[Data extracted from a collection]
┄┄┄┄┄┄┄┄┄┄┄┄┄┄┄┄┄┄┄┄

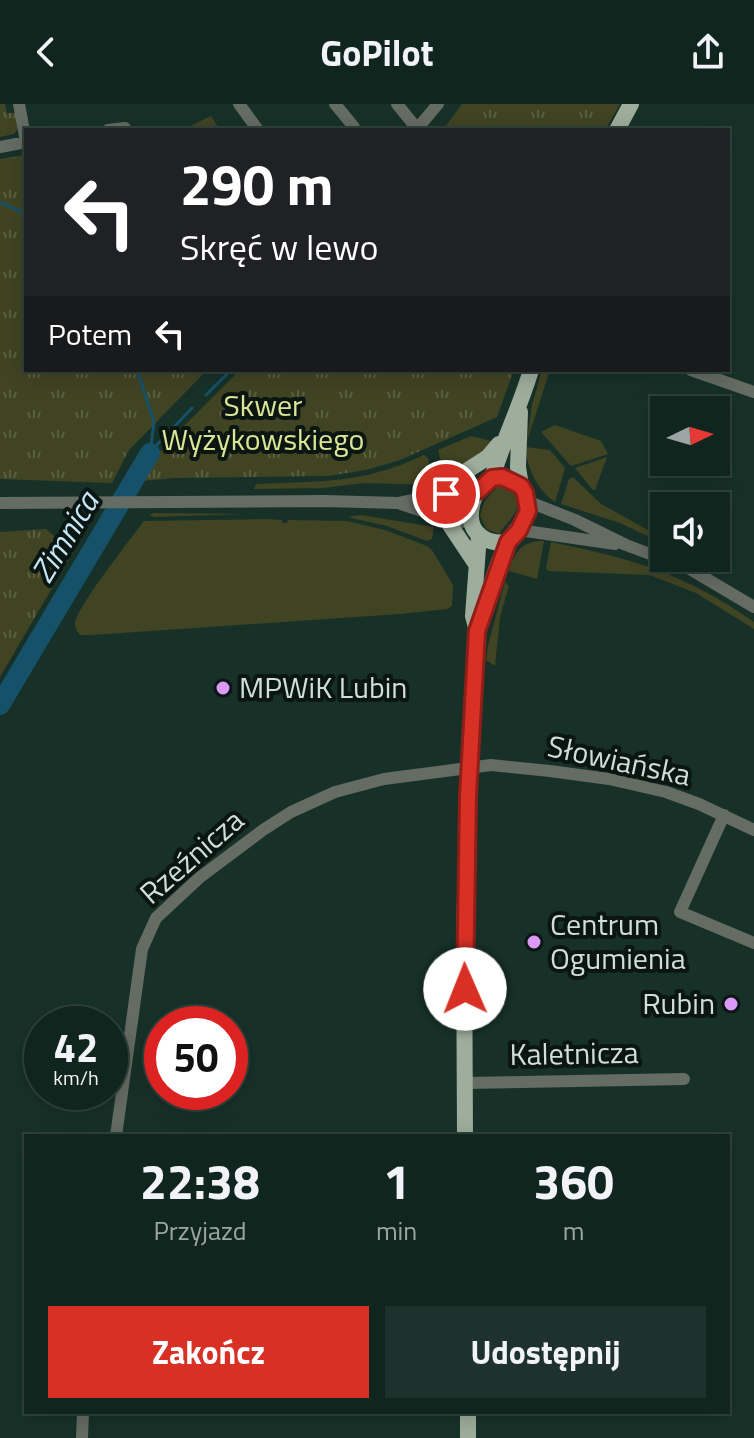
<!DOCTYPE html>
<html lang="pl">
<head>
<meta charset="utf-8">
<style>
	:root { --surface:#11251f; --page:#1e312c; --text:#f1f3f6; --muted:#9ca5a4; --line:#30423d; --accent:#d93025 }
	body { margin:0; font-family:"Titillium Web",sans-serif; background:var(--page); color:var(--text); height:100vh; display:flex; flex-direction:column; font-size:30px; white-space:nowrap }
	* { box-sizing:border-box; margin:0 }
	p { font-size:26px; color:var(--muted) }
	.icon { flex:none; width:44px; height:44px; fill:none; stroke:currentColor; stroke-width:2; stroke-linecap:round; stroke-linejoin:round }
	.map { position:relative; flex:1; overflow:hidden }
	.sheet { position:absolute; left:24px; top:1030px; width:706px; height:280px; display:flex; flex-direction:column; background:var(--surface); border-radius:0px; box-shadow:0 4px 20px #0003,0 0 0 2px var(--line) }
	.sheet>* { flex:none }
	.top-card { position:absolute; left:24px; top:24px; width:706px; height:244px; border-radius:0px; box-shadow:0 4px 20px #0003,0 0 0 2px var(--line); background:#202124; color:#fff; overflow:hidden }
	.needle { width:52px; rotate:85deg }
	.controls { position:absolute; left:650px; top:292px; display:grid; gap:16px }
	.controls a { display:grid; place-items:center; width:80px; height:80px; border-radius:0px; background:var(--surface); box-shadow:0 4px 20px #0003,0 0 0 2px var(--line); font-size:40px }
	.speed { position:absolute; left:24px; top:902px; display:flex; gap:16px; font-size:40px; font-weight:700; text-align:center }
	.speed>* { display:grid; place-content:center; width:104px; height:104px; border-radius:50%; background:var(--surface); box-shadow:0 4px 20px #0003,0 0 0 2px var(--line); line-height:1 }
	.speed small { font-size:20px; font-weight:400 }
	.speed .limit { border:12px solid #d22; background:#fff; color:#111 }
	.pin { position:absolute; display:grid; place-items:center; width:68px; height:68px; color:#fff; margin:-34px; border:4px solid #fff; border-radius:50%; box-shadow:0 2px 8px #0007 }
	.me { position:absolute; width:88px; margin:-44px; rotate:359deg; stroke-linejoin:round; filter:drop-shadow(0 0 6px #0008) }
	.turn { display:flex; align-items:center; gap:28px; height:168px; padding:0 24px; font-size:36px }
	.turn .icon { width:104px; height:104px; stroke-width:2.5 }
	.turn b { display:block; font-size:56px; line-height:68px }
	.then { display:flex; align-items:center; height:76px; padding:0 24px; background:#0003; gap:16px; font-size:30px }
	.eta { display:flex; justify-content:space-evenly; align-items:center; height:136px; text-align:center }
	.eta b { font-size:48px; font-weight:700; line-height:56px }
	.cta { display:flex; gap:16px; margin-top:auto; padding:16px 24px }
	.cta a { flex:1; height:92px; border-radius:0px; background:var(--accent); color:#fff; font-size:32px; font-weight:700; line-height:92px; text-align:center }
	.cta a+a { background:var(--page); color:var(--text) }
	header { display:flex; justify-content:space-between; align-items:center; height:104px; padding:0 24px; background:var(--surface); font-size:36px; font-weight:700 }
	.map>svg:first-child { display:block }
	.grass { fill:#404423 }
	.park { fill:url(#park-tufts) }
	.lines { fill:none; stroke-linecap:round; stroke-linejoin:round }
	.stream { stroke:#15526a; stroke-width:3 }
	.river { stroke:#15526a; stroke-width:20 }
	.minor { stroke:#656c64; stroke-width:12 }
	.major { stroke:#9ead9c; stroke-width:16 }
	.route-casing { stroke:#8d1f18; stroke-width:20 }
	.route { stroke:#d93025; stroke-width:14 }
	.poi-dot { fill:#da9af6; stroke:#0b1612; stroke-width:3 }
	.labels { text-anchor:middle; stroke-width:8; stroke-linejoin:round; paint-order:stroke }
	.park-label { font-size:30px; fill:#dce596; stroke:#0b1612 }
	.poi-label { font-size:30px; fill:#cfded9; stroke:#0b1612; text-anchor:start }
	.street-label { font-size:30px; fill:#cfded9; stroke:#0b1612 }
	.water-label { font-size:32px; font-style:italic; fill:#c6e7f7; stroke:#0b1612 }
</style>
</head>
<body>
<header><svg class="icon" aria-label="back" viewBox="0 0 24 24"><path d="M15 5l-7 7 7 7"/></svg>GoPilot<svg class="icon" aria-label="share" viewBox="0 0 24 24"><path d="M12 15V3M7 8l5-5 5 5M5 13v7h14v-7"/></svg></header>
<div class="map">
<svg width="754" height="1334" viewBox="0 0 754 1334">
	<defs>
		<pattern id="park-tufts" width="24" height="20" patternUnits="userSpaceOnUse" patternTransform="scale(2)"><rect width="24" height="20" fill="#404423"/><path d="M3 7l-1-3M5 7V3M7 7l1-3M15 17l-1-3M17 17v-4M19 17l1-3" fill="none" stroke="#5b5f42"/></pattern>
	</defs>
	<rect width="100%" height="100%" fill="#173129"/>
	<path class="grass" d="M 542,266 L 550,266 L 527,337 L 532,301 Z
		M 555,321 L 601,337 L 608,350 L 571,362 L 541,328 Z
		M 471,332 L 491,337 L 488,345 L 446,378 L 438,346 Z
		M 526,343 L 550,346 L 565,364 L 555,398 C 538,387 526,363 526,343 Z
		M 424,351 L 428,354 L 434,381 L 364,379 L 323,384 L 254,385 L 256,380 C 321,377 363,380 424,351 Z
		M 607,353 L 595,386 L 593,386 L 575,364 Z
		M 573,373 L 601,400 L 650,427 L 647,432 L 620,419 L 561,400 L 569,375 Z
		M 502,382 C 533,395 511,414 499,430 L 486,425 L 480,411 L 484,398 L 497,383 Z
		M 154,409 L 245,410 L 154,413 L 149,411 Z
		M 361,411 L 434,423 L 432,435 L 427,437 L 387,422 L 347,413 Z
		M 267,415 L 282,416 L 282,419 L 287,419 L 288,416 L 347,417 L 385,426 L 427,442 L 432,446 L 453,481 L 452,502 L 447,505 L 400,510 L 92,531 L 80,531 C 78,528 75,524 75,520 C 75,505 132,433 144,417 Z
		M 544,437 L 537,475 L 509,467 C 514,448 523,436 544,437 Z
		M 551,438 C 632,455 685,469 754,518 L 754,525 L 696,489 L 649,471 L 548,467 L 546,464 Z
		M 505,478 L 509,482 L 500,513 L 495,562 L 486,556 L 488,541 Z"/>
	<path class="park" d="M 0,0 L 5,0 L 7,9 L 16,9 L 18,24 L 14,30 L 0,33 Z
		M 462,0 L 620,0 L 605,26 L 443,26 Z
		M 211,12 L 220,26 L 182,26 Z
		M 26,51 L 26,266 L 207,266 L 129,346 L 112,379 L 0,375 L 0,55 Z
		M 240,266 L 514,266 L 497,313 L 400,356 L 366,366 L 328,372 L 174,374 L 142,377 L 164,342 Z
		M 46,425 L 73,448 L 0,573 L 0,428 Z"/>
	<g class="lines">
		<path class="stream" d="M 0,98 L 26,110
			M 137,266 L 154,318 L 150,349
			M 206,291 L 231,266
			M 152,346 L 192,304"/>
		<path class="river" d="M 0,601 L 150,349"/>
		<path class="minor" d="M 19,0 L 26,38
			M 239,0 L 258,26
			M 335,0 L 354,23 L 350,26
			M 397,0 L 418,26
			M 417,25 L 438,0
			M 108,26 L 125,24
			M 0,43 L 26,38
			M 691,266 L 754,288
			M 527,397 L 575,416 L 626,441 L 690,465 L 754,503
			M 0,399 L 324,397 L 398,399 L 440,390 L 478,387
			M 401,400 L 440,413 L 471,419
			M 519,426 L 615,440
			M 724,711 L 680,808 L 754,839
			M 465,979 L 684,975
			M 116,1032 L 142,845 L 156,814 L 199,774 L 263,726 L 291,708 L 335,688 L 384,675 L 491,661 L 550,667 L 609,675 L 666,688 L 699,700 L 754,726
			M 82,1334 L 83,1308"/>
		<path class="major" d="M 617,26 L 631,0
			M 520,308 L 518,363 L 521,382
			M 492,374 C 503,337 520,303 531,266
			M 446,390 L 468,366 L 488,353 L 499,340
			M 446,415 L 476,460
			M 477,527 L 473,512 L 479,431
			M 465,1032 L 464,821 L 475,549 C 477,523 496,460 508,437 C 514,426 526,419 528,406 C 533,366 474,361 471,409 C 469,431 489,441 508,438
			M 468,1308 L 468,1334"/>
	</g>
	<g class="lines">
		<g class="route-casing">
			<path id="route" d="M 446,390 L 478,387 L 492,374 L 502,373 L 521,382 L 525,389 L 528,407 L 519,426 L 508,438 L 477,527 L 468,692 L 465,885"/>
		</g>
		<use href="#route" class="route"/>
	</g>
	<g class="poi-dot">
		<circle cx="223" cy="584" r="8"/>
		<circle cx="534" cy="838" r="8"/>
		<circle cx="731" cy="900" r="8"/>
	</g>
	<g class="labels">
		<g class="park-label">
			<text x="263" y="312">Skwer<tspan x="263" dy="34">Wyżykowskiego</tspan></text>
		</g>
		<g class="poi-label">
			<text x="239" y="594">MPWiK Lubin</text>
			<text x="550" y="831">Centrum<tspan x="550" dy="34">Ogumienia</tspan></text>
			<text x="715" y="910" text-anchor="end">Rubin</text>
		</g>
		<g class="street-label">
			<text transform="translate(619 657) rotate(12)" y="10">Słowiańska</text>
			<text transform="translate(192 753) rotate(-41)" y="10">Rzeźnicza</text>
			<text transform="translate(574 950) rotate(-1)" y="10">Kaletnicza</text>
		</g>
		<g class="water-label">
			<text transform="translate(65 433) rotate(-59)" y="11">Zimnica</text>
		</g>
	</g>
</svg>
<div class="controls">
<a><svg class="needle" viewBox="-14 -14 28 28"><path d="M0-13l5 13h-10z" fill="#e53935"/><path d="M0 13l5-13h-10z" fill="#9ca5a4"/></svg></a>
<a><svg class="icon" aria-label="sound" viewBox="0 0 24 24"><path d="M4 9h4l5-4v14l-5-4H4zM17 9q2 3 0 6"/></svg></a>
</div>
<div class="speed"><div>42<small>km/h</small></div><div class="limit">50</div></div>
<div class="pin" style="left:446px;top:390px;background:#d93025"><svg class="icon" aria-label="arrive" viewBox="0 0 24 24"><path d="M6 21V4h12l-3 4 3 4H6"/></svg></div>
<svg class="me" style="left:465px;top:885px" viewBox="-20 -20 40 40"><circle r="19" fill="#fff"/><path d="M0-13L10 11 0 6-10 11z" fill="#d93025"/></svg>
<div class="top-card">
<div class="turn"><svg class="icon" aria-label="left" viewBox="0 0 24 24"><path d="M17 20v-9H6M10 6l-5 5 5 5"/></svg><div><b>290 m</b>Skręć w lewo</div></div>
<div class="then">Potem<svg class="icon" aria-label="left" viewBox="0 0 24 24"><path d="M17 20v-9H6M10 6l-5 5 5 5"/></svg></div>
</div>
<section class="sheet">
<div class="eta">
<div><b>22:38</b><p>Przyjazd</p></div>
<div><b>1</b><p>min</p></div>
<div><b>360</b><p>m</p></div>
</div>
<div class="cta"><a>Zakończ</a><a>Udostępnij</a></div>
</section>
</div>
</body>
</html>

┄┄┄┄┄┄┄┄┄┄┄┄┄┄┄┄┄┄┄┄

* _THE TASK_
Up to and including the line containing "position:absolute; width:88px; margin:-44px;", quote each line of the entries above from the very first, please, exactly and without images.

* _EXPECTED OUTPUT_
<!DOCTYPE html>
<html lang="pl">
<head>
<meta charset="utf-8">
<style>
	:root { --surface:#11251f; --page:#1e312c; --text:#f1f3f6; --muted:#9ca5a4; --line:#30423d; --accent:#d93025 }
	body { margin:0; font-family:"Titillium Web",sans-serif; background:var(--page); color:var(--text); height:100vh; display:flex; flex-direction:column; font-size:30px; white-space:nowrap }
	* { box-sizing:border-box; margin:0 }
	p { font-size:26px; color:var(--muted) }
	.icon { flex:none; width:44px; height:44px; fill:none; stroke:currentColor; stroke-width:2; stroke-linecap:round; stroke-linejoin:round }
	.map { position:relative; flex:1; overflow:hidden }
	.sheet { position:absolute; left:24px; top:1030px; width:706px; height:280px; display:flex; flex-direction:column; background:var(--surface); border-radius:0px; box-shadow:0 4px 20px #0003,0 0 0 2px var(--line) }
	.sheet>* { flex:none }
	.top-card { position:absolute; left:24px; top:24px; width:706px; height:244px; border-radius:0px; box-shadow:0 4px 20px #0003,0 0 0 2px var(--line); background:#202124; color:#fff; overflow:hidden }
	.needle { width:52px; rotate:85deg }
	.controls { position:absolute; left:650px; top:292px; display:grid; gap:16px }
	.controls a { display:grid; place-items:center; width:80px; height:80px; border-radius:0px; background:var(--surface); box-shadow:0 4px 20px #0003,0 0 0 2px var(--line); font-size:40px }
	.speed { position:absolute; left:24px; top:902px; display:flex; gap:16px; font-size:40px; font-weight:700; text-align:center }
	.speed>* { display:grid; place-content:center; width:104px; height:104px; border-radius:50%; background:var(--surface); box-shadow:0 4px 20px #0003,0 0 0 2px var(--line); line-height:1 }
	.speed small { font-size:20px; font-weight:400 }
	.speed .limit { border:12px solid #d22; background:#fff; color:#111 }
	.pin { position:absolute; display:grid; place-items:center; width:68px; height:68px; color:#fff; margin:-34px; border:4px solid #fff; border-radius:50%; box-shadow:0 2px 8px #0007 }
	.me { position:absolute; width:88px; margin:-44px; rotate:359deg; stroke-linejoin:round; filter:drop-shadow(0 0 6px #0008) }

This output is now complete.